Urz blinked. Celebrate? She didn’t sound happy. She sounded… lost.
“No,” she whispered, eyes wide. “No. Not up. Down.”
Down?
Walking over to Borgath’s crumpled form and turning him around, they noticed some kind of pale blue smoke—or steam?—coming out of his still open eyes.
“Bor…? No. No, no, no. Come on—Hey!”
Urz began inspecting Veyra for any clue of what was going on but found none. He paused, looking around the room hoping there was something he missed.
“Hey!” Drakar called again, scratching his neck and trying not to sound panicked. “Master Khurak? Wake up, this isn’t funny.”
“L...level nine, level nine” Veyra kept repeating to herself.
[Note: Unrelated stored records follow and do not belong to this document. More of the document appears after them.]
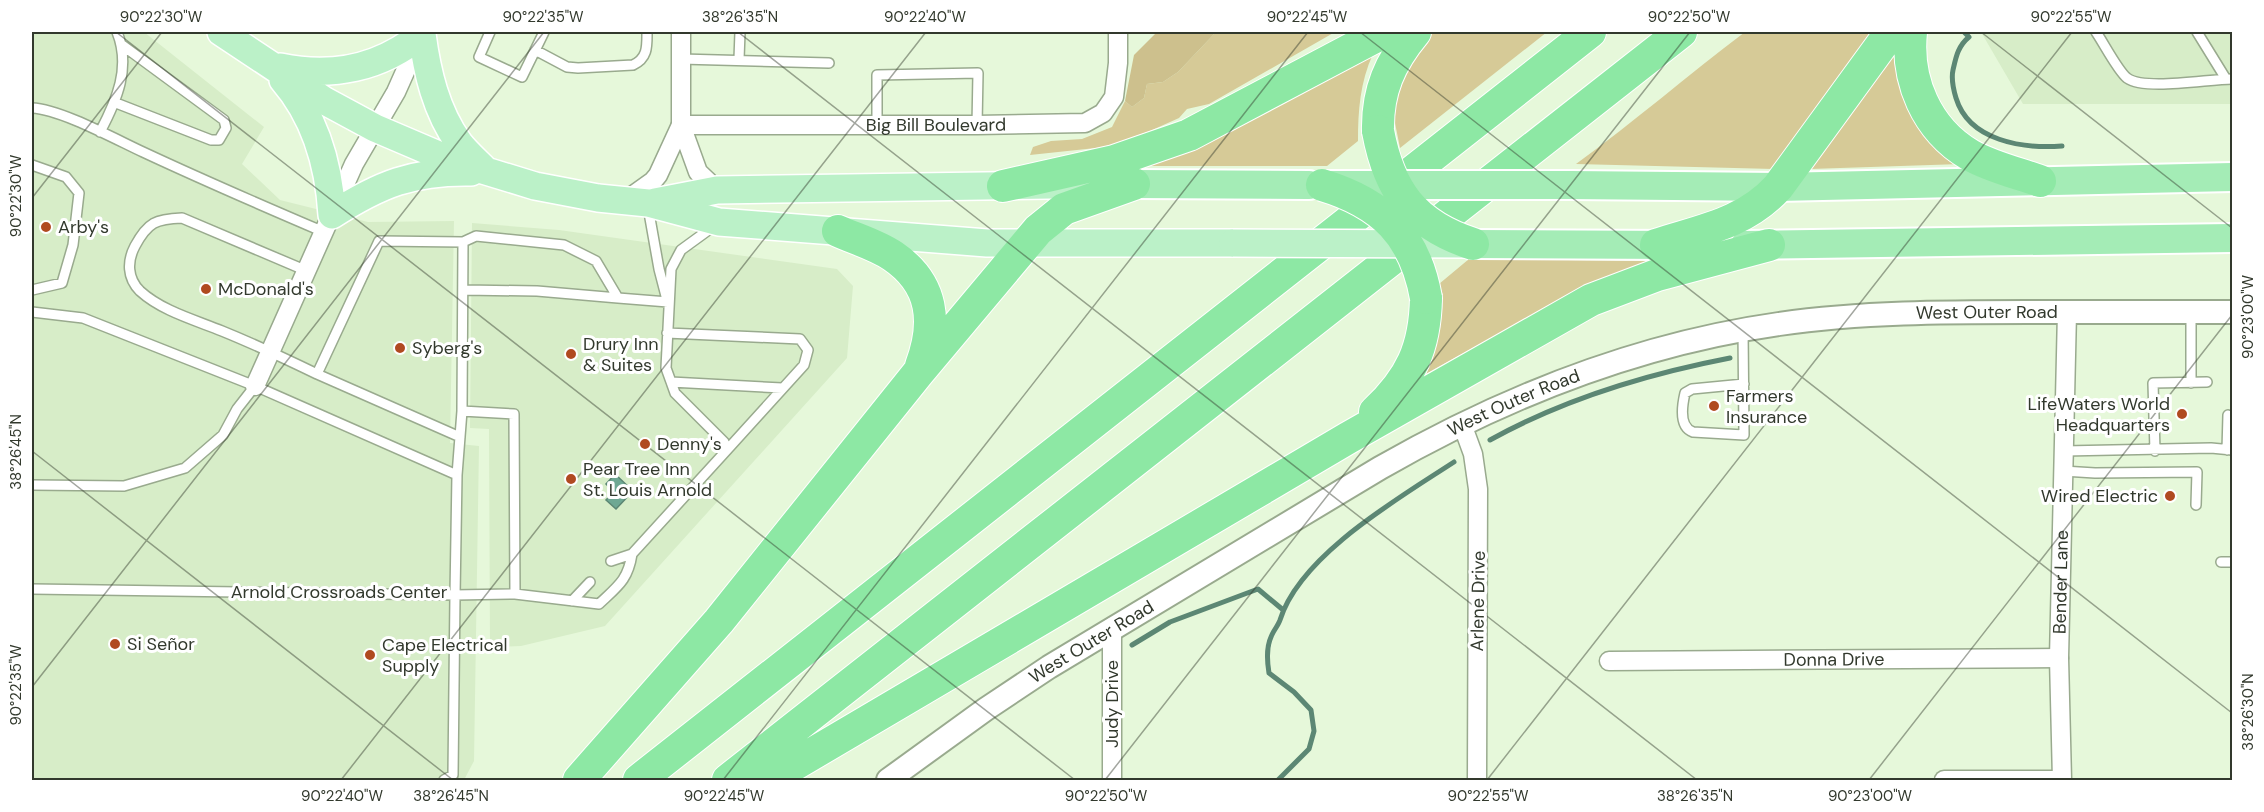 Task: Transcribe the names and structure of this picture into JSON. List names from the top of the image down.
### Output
{
  "streets": {
    "street": [
      "Big Bill Boulevard",
      "West Outer Road",
      "Bender Lane",
      "Arlene Drive",
      "Donna Drive",
      "Judy Drive"
    ],
    "lane": ["Arnold Crossroads Center"]
  },
  "crossings": [
    ["West Outer Road", "Bender Lane"],
    ["West Outer Road", "Arlene Drive"],
    ["West Outer Road", "Judy Drive"],
    ["Bender Lane", "Donna Drive"]
  ],
  "places": [
    "Arby's",
    "McDonald's",
    "Syberg's",
    "Drury Inn & Suites",
    "Farmers Insurance",
    "LifeWaters World Headquarters",
    "Denny's",
    "Pear Tree Inn St. Louis Arnold",
    "Wired Electric",
    "Si Señor",
    "Cape Electrical Supply"
  ],
  "coordinates": [
    "90°22'30\"W",
    "90°22'35\"W",
    "38°26'35\"N",
    "90°22'40\"W",
    "90°22'45\"W",
    "90°22'50\"W",
    "90°22'55\"W",
    "90°23'00\"W",
    "38°26'45\"N",
    "38°26'30\"N"
  ]
}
Drakar turned around again, shaking his head and muttering. “Hey, stop talking for a second.”
“I was… I was twenty. Sorceress. I can—” she shuddered. “It’s weaker. Quieter. Nine? N-nine? I think—nine—”
She looked at her hands like they weren’t hers. “It’s gone.”
“That’s not possible. You were level twenty last month.”
“It’s… gone? It’s gone. I can feel … mana, but… I don’t understand,” Veyra said , her hands now trembling as hard as her voice.
The young orc’s eyes jumped from one orc to the next. Bor. Khurak. Drakar. Veyra. Repeat. Nothing made sense. The faster he looked, the worse it got.
*CLAP*
The sound cut through the panic like a blade.
“Enough! Snap out of it. We need to move. That helper spell—whatever you called it—the one master Khurak made you practice. Can you cast it? We need steady hands, not more stunned silence.”
“Uh… it might tear up the place even worse.”
“Doesn’t matter. We need help for Master Khurak and Bor. Now.”
“R-Rise Stone!”
Two flagstones cracked loose and screeched across the floor. Dust swirled after them, clinging thick to the edges until they stopped side by side. More rubble tore free—chips from the walls, blocks from the floor, even clods of packed earth—dragging with the same harsh scrape.
The pieces stacked into a crude figure. Dust packed itself into the gaps, holding slabs into crooked legs and a slabbed torso. A heavier block dropped into place as the head. Pebbles rattled into jagged fingers, while two small stones pressed deep as eyes.
The golem stood, unsteady but whole. Its head turned slowly as it began to take in the room.
“Great. How long’s it going to hold together?”
“I’m not sure. M… maybe a day?”
The golem was looking at Drakar’s face, its head tilted slightly to one side.
Urz let out a laugh—too high, too thin—and clamped a hand over his mouth.
Far from the House of Healing, a thread began to tighten.
* * *
Far from rituals, stone bodies, or the concept of magic itself, a young woman was having an aggressively inconvenient day.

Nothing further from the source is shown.